Polish couple rescued after being trafficked for labour exploitation

A couple who were tricked into uprooting their life in Poland in exchange for a more prosperous life in the UK have been rescued from human trafficking.

Alicja* and Jakub* moved to the UK after seeing a job ad for delivery and collection agents, supposedly for charity. The couple were promised well-paid work and somewhere to live in return for distributing leaflets and collecting second-hand clothing.

A member of staff at global anti-slavery charity Hope for Justice said: “At this point in their lives, both Alicja and Jakub were unemployed with very poor prospects. They had been struggling financially and were in danger of eviction.

“They naturally saw this job as an opportunity to better themselves – a genuine means to improve their quality of life and to reduce their financial hardship.

“Buoyed by a sense of good fortune and expectancy, they travelled to the UK in the hope of rebuilding their lives.”

When Alicja and Jakub arrived in the UK, they were met by a man who transported them to a small terraced property in the suburbs. They were given their own room, which contained a bed. But the house was extremely cold and there was no hot water. The couple had no money left to buy food or provisions.

They were put to work almost immediately, and soon the threats began. They would be paid less than half the minimum wage, and their accommodation costs would be taken out first. If they did not meet targets, they would be dismissed and evicted.

One of Hope for Justice’s investigators said: “The couple were not happy with the arrangements, but they felt they had no choice; they were inherently aware of their own vulnerability and their dependency on this man. They spoke very little English and did not know where else to turn.

“The hours they worked were long and physically punishing. Jakub was also asked to carry out additional forced labour. No money ever materialised for this backbreaking work.

“The couple were forced to eat and drink frugally because they had so little income. Their living conditions were debilitating.”

Then, with no warning, Alicja and Jakub were told that their employment was being terminated and they needed to vacate the property.

“Both were utterly devastated. They felt deceived,” the investigator said. “They were forced to sleep rough in coach stations and alleyways. Each day was a struggle to survive.”

They eventually found their way to a community facility where staff had previously been trained by Hope for Justice to spot the signs of modern slavery and human trafficking. They were referred to the anti-slavery charity as potential victims.

One of the team’s community specialists obtained accounts from the couple, which consisted of numerous indicators of human trafficking for the purpose of forced labour.

Hope for Justice has since identified that the collection bags the couple were given to use as part of their exploitation had been printed with a logo indicating that they were associated with a legitimate charity.

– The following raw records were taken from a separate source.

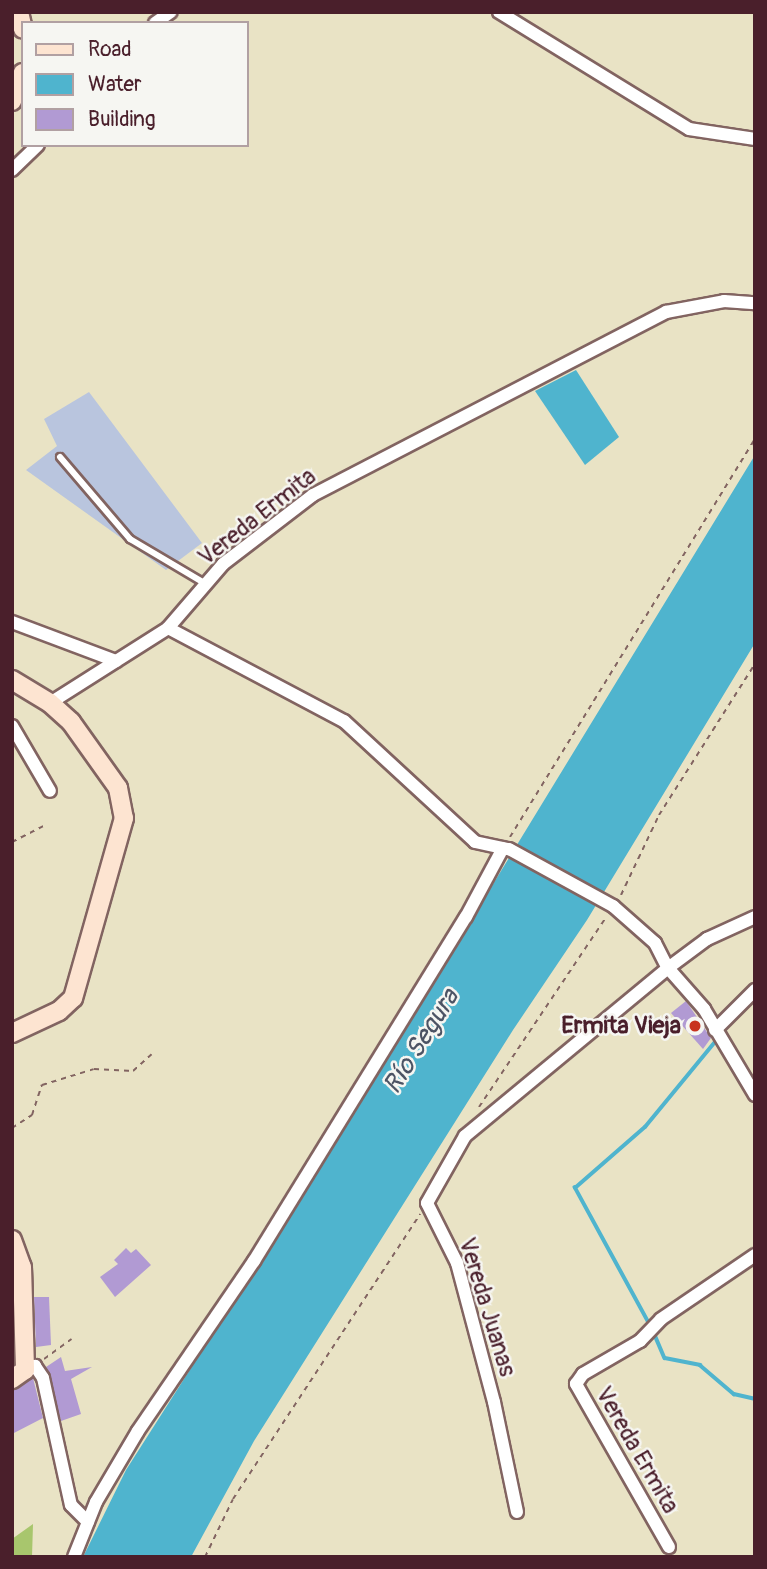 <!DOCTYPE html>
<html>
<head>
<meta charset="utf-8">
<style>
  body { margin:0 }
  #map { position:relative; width:767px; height:1569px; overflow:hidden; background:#e9e3c5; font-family:Pangolin,sans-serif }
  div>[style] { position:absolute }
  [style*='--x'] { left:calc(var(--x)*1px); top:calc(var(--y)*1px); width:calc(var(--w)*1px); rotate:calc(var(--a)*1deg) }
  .industrial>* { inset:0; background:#b9c5de }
  .green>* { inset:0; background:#a8c66d }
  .water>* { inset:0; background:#4fb4ce }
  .stream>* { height:3.5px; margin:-1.75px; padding:0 1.75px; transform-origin:1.75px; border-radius:1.75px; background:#4fb4ce }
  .building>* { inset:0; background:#b19ad3 }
  .path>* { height:2px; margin-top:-1px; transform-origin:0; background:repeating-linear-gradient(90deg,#826461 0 5px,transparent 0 10px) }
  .roads { filter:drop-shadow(2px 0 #826461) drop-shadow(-2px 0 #826461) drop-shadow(0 2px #826461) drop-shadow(0 -2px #826461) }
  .lane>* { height:6px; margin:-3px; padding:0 3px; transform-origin:3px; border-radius:3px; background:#fff }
  .street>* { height:12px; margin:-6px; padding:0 6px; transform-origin:6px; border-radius:6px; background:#fff }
  .secondary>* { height:18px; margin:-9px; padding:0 9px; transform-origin:9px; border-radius:9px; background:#fde4d1 }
  .dots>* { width:19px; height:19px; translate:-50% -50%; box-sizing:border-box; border:4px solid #f6f6f2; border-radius:50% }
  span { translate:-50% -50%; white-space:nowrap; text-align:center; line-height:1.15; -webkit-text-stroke:5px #f6f6f2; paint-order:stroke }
  .street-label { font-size:24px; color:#4a1f2b }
  .poi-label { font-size:24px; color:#4a1f2b; font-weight:700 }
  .right { translate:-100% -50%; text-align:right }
  .water-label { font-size:26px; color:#4c5364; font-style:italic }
  .frame { position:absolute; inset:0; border:14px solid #4a1f2b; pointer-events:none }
  .legend { position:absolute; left:21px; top:21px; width:228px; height:126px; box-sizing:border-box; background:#f6f6f2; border:2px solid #b1a0a2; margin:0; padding:9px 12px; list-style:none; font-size:21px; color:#4a1f2b }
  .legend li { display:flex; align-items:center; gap:14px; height:35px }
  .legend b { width:35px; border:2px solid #b1a0a2 }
</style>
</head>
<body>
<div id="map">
  <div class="industrial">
    <div style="clip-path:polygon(89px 392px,202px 543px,166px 570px,26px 470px,57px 446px,44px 419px)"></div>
  </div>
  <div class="green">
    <div style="clip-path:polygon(33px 1524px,32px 1557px,12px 1557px,12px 1539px)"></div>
  </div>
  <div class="water">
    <div style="clip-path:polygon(576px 370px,619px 437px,585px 465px,535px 391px)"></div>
    <div style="clip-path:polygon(755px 455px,755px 643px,587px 920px,513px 1030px,254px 1441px,191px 1557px,83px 1557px,126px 1470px,344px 1128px)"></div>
  </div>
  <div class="stream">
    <div style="--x:648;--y:1322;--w:153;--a:-118.6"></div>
    <div style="--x:575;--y:1188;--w:93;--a:-41.1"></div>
    <div style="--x:645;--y:1127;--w:112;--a:-50.5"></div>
    <div style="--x:655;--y:1335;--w:25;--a:67"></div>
    <div style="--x:665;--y:1358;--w:36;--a:11"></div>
    <div style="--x:700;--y:1365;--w:45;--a:40.5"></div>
    <div style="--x:734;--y:1394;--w:22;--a:13"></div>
  </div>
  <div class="building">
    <div style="clip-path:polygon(686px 1001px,711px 1038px,703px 1049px,671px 1013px)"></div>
    <div style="clip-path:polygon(126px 1248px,131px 1253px,136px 1249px,151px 1265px,115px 1297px,100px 1277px,118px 1264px,114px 1260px)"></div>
    <div style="clip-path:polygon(34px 1297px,49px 1297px,51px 1345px,36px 1347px)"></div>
    <div style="clip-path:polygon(61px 1357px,65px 1371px,92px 1367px,71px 1379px,81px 1414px,61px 1421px,46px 1367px)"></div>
    <div style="clip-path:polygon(33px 1378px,43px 1418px,12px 1434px,12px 1390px)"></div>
  </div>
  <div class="path">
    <div style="--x:510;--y:837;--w:468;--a:-58.4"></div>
    <div style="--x:12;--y:842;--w:35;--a:-27"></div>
    <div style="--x:621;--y:895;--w:89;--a:-64.6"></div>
    <div style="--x:659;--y:815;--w:179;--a:-57.6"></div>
    <div style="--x:479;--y:1107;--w:229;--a:-56.2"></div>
    <div style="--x:12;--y:1128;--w:24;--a:-33"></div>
    <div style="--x:32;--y:1115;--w:32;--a:-72"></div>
    <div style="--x:42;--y:1085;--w:54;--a:-17.1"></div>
    <div style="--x:94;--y:1069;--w:39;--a:3"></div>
    <div style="--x:133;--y:1071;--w:25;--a:-42"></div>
    <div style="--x:44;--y:1359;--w:34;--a:-36"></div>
    <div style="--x:205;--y:1557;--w:64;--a:-64.2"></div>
    <div style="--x:233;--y:1499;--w:341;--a:-56.7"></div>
  </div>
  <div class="roads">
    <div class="lane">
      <div style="--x:60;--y:457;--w:108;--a:49.5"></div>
      <div style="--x:130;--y:539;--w:88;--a:30.6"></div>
    </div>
    <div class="street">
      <div style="--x:499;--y:12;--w:223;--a:31.6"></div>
      <div style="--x:689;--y:129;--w:67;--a:8.6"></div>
      <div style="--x:155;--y:23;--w:19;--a:-35"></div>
      <div style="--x:12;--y:170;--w:36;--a:-44"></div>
      <div style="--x:12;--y:622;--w:111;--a:20.6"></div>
      <div style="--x:168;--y:628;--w:199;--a:27.9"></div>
      <div style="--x:344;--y:721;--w:178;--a:42.7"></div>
      <div style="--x:475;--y:842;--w:35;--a:12"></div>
      <div style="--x:509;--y:849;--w:119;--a:28.7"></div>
      <div style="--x:613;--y:906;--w:56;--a:41.4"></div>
      <div style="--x:655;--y:943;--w:28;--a:63"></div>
      <div style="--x:668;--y:968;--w:55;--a:48.7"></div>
      <div style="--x:704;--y:1009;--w:100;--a:59.3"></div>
      <div style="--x:50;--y:703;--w:140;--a:-32.4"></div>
      <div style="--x:168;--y:628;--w:84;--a:-49.3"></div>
      <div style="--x:223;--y:564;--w:113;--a:-37.5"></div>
      <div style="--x:313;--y:495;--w:398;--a:-27.4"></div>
      <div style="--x:666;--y:312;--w:59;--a:-10.7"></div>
      <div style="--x:724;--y:301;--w:31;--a:4"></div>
      <div style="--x:12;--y:726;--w:75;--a:59.7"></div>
      <div style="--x:715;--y:1030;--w:57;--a:-45"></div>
      <div style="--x:25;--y:1370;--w:11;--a:-22"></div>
      <div style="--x:35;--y:1366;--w:14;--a:56"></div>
      <div style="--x:43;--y:1378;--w:130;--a:77.6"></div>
      <div style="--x:71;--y:1505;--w:24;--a:45"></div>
      <div style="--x:517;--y:1512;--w:112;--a:-101.8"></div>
      <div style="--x:494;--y:1402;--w:144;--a:-104.9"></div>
      <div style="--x:457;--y:1263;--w:67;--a:-116.6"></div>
      <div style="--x:427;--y:1203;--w:77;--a:-60.4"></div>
      <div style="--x:465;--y:1136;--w:264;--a:-39.6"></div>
      <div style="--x:668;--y:968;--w:49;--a:-36.6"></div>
      <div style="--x:707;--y:939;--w:53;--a:-24.6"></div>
      <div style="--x:669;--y:1547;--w:188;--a:-119.7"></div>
      <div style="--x:576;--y:1384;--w:12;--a:-55"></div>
      <div style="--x:583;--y:1374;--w:66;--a:-30.1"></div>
      <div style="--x:640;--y:1341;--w:30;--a:-46"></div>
      <div style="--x:661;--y:1319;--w:114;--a:-34.2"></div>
      <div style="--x:74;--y:1557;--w:59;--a:-68.2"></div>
      <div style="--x:96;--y:1502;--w:82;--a:-59.4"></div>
      <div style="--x:138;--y:1431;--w:206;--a:-55.7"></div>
      <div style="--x:254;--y:1261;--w:404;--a:-58.4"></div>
      <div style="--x:466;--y:917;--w:78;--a:-61.8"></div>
    </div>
    <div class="secondary">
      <div style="--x:19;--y:12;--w:17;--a:77"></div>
      <div style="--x:12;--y:101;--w:30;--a:-69"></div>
      <div style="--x:12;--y:680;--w:44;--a:31.2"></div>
      <div style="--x:50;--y:703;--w:28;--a:42"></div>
      <div style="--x:71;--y:722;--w:81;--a:54.5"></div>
      <div style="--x:118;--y:788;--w:31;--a:79"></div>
      <div style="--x:124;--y:818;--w:187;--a:105.8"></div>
      <div style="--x:73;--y:998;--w:19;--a:137"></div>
      <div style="--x:59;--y:1011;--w:52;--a:154.9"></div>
      <div style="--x:12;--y:1240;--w:29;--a:70"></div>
      <div style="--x:22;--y:1267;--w:103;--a:88.3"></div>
      <div style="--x:25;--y:1370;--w:16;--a:145"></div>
    </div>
  </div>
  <div class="dots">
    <div style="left:695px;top:1026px;background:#c8321e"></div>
  </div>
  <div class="street-label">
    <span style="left:257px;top:517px;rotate:-38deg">Vereda Ermita</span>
    <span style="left:487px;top:1307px;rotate:73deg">Vereda Juanas</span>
    <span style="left:637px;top:1450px;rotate:60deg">Vereda Ermita</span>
  </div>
  <div class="poi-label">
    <span class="right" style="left:681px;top:1026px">Ermita Vieja</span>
  </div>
  <div class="water-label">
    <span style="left:422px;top:1042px;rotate:-58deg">Río Segura</span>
  </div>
  <div class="frame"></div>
  <ul class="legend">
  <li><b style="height:9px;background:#fde4d1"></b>Road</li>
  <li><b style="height:19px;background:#4fb4ce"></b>Water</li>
  <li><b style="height:19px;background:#b19ad3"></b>Building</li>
  </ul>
</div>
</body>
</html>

The investigator said: “This has previously been identified as a modus operandi used by many criminal gangs to purposely elicit a sympathetic response from would-be donors. In truth, the clothing is sold to clothing exchanges for cash, which is pocketed by the criminals. So that traffickers can maximise the profit from this despicable deception, they force their victims to work long hours.”

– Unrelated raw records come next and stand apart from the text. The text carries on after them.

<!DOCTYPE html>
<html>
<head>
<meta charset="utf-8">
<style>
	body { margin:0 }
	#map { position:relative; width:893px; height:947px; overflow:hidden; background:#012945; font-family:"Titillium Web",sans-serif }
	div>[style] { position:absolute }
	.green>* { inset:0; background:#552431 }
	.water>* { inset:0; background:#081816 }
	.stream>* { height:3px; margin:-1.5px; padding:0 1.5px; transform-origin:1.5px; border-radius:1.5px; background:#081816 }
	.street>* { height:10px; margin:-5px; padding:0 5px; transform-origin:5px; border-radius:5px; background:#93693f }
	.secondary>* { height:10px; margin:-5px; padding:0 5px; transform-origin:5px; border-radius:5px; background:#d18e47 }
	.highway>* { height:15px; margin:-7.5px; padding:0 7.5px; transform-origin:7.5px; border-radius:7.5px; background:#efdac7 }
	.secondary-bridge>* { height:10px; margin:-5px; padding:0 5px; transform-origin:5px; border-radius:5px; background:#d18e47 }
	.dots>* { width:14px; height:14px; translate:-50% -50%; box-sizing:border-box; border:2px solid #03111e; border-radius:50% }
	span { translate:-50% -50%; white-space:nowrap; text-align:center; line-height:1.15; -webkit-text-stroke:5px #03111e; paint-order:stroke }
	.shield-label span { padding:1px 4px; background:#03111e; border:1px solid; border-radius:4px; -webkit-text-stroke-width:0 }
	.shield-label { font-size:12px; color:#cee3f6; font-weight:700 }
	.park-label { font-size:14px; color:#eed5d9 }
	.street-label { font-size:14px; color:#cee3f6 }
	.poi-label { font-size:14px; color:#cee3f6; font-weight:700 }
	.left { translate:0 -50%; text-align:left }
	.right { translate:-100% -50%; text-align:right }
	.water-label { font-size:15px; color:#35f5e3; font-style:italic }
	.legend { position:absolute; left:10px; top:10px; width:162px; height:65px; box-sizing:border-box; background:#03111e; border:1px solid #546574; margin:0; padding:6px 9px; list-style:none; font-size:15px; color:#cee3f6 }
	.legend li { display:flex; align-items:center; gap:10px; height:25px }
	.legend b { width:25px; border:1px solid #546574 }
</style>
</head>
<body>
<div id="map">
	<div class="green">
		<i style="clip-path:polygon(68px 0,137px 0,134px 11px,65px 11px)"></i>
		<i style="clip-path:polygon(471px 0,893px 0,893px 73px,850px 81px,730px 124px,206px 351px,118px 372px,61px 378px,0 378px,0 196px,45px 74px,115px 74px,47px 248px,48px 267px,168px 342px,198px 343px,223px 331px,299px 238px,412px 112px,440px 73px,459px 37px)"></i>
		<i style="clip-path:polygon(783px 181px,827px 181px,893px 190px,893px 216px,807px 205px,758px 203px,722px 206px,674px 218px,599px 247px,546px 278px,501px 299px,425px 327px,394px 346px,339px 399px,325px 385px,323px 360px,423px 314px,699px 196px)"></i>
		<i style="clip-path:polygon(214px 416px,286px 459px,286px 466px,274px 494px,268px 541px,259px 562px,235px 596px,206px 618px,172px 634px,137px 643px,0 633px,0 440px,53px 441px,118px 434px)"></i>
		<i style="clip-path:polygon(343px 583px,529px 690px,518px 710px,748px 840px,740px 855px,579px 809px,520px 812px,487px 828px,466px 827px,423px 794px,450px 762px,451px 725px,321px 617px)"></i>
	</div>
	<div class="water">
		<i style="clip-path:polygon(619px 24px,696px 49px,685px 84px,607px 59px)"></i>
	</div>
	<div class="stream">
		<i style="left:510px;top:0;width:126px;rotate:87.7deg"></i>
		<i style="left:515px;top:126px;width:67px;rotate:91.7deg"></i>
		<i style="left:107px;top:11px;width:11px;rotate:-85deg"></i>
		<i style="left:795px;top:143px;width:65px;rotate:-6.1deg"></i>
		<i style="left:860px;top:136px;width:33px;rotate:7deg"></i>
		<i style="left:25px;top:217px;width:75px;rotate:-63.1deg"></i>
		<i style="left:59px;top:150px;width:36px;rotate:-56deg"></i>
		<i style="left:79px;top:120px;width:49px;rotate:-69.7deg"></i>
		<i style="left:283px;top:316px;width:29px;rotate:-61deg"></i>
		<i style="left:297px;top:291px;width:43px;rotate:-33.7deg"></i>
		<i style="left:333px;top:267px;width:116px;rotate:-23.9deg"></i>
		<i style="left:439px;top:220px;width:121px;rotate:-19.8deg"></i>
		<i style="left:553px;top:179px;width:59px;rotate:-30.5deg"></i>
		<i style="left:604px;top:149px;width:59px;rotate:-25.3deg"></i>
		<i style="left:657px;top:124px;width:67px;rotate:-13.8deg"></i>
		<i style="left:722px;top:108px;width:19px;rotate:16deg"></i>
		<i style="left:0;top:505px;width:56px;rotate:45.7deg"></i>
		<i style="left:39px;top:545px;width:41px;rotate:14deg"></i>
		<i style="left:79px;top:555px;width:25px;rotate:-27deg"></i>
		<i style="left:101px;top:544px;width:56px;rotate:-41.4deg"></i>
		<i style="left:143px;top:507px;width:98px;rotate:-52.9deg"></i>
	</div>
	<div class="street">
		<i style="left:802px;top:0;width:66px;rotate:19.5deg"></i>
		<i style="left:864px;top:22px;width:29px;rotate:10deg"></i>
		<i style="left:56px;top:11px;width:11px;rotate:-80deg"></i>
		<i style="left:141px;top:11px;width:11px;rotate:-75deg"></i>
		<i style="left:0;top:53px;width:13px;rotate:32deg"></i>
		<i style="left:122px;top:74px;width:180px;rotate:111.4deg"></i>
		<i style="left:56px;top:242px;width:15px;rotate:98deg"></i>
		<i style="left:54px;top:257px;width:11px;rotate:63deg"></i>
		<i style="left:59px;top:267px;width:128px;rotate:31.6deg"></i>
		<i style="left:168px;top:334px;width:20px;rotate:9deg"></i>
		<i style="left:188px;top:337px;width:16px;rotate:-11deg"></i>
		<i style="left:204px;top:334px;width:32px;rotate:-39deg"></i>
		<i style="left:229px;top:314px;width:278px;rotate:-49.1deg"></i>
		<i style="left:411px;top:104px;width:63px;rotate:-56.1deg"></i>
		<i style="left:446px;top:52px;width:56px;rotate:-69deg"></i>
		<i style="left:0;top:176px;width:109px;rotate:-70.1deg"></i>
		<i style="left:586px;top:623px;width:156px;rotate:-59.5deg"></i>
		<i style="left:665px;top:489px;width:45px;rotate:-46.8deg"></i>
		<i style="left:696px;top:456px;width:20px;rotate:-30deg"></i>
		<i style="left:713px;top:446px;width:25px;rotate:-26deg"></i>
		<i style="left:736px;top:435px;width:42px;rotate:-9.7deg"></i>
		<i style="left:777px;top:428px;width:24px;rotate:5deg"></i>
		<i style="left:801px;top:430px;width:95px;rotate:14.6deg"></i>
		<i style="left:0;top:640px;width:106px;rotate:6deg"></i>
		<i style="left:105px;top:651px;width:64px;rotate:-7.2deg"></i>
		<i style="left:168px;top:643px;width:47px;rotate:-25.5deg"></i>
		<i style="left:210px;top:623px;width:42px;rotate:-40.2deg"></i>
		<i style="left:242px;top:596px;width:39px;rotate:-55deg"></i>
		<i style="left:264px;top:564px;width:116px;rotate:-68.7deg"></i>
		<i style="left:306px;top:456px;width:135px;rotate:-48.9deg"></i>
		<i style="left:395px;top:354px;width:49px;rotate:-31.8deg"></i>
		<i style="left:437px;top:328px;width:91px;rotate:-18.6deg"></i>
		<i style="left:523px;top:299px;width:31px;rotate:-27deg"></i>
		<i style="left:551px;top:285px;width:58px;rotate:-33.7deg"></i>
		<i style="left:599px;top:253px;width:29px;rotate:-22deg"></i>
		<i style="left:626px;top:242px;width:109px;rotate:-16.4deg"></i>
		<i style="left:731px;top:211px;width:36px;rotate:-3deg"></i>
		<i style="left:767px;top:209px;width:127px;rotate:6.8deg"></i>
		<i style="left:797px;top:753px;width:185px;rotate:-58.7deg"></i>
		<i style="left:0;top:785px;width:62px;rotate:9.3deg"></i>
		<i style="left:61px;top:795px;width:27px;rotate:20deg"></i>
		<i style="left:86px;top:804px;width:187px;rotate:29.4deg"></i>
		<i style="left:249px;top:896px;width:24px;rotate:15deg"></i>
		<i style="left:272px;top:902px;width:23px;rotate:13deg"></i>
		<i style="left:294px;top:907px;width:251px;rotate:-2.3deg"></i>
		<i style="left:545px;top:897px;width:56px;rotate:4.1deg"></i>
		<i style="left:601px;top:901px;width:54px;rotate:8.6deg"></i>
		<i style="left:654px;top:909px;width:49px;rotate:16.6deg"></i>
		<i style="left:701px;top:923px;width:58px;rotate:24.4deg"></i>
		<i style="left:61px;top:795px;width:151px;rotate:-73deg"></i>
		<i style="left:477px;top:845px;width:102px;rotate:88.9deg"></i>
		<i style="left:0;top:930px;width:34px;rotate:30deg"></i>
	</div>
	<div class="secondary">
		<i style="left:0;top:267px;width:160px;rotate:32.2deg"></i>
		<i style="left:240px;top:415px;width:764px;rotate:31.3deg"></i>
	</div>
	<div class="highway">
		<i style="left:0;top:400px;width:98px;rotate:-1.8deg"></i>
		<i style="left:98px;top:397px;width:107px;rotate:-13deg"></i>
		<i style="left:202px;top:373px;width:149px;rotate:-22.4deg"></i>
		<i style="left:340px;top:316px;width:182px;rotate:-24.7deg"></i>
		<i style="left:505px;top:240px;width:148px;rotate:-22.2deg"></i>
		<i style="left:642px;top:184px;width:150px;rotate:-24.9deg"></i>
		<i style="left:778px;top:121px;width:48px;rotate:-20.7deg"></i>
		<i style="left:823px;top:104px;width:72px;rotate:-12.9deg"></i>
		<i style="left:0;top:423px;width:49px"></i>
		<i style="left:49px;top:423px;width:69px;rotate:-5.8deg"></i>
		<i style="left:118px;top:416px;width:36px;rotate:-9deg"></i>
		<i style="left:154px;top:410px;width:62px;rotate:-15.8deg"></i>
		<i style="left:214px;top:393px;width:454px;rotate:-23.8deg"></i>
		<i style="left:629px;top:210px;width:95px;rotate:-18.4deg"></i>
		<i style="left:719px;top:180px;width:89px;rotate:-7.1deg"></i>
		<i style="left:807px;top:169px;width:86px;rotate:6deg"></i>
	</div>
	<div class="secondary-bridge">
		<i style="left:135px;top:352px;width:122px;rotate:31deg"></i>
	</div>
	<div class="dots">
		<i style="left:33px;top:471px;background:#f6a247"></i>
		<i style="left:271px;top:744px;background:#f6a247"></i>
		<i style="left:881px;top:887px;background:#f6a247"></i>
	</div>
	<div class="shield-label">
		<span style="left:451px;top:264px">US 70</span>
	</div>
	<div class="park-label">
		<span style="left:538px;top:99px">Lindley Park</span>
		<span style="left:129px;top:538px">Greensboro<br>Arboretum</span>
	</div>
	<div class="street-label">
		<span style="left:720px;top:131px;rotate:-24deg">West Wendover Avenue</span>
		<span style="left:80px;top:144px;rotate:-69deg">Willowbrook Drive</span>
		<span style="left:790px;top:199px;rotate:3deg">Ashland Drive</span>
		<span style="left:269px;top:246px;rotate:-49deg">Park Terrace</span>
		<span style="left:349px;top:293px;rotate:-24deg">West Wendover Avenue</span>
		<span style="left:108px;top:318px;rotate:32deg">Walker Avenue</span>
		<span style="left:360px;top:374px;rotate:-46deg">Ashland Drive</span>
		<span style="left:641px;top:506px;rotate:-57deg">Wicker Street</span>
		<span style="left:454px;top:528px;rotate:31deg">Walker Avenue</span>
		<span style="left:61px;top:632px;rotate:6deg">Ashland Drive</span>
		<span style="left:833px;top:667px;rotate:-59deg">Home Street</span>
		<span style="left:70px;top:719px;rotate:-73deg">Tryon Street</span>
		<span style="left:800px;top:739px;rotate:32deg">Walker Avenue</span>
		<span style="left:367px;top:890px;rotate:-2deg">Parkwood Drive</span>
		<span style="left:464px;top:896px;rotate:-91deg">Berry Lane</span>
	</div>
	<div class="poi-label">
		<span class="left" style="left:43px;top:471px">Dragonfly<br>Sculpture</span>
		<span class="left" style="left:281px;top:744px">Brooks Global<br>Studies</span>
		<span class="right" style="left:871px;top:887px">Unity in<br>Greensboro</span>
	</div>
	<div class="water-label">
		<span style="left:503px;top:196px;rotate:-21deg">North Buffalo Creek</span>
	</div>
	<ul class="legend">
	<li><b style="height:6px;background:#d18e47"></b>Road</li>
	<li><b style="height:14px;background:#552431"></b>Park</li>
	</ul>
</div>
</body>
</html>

He added: “Alicja and Jakub became victims of an elaborate and complex process utilised by organised criminal gangs. The traffickers’ cruel and exploitative methods took advantage of these vulnerable individuals, leaving them homeless and destitute, without money, frightened, and with no realistic prospect of returning to their home country.”

The couple has bravely reported their exploitation to the police, who are investigating.

Alicja and Jakub received immediate support from Hope for Justice in the form of accommodation, food provisions and legal advice.

They have since been referred into the National Referral Mechanism (NRM) – the UK government’s process for identifying and supporting potential victims of modern slavery – and have been relocated to a safe house.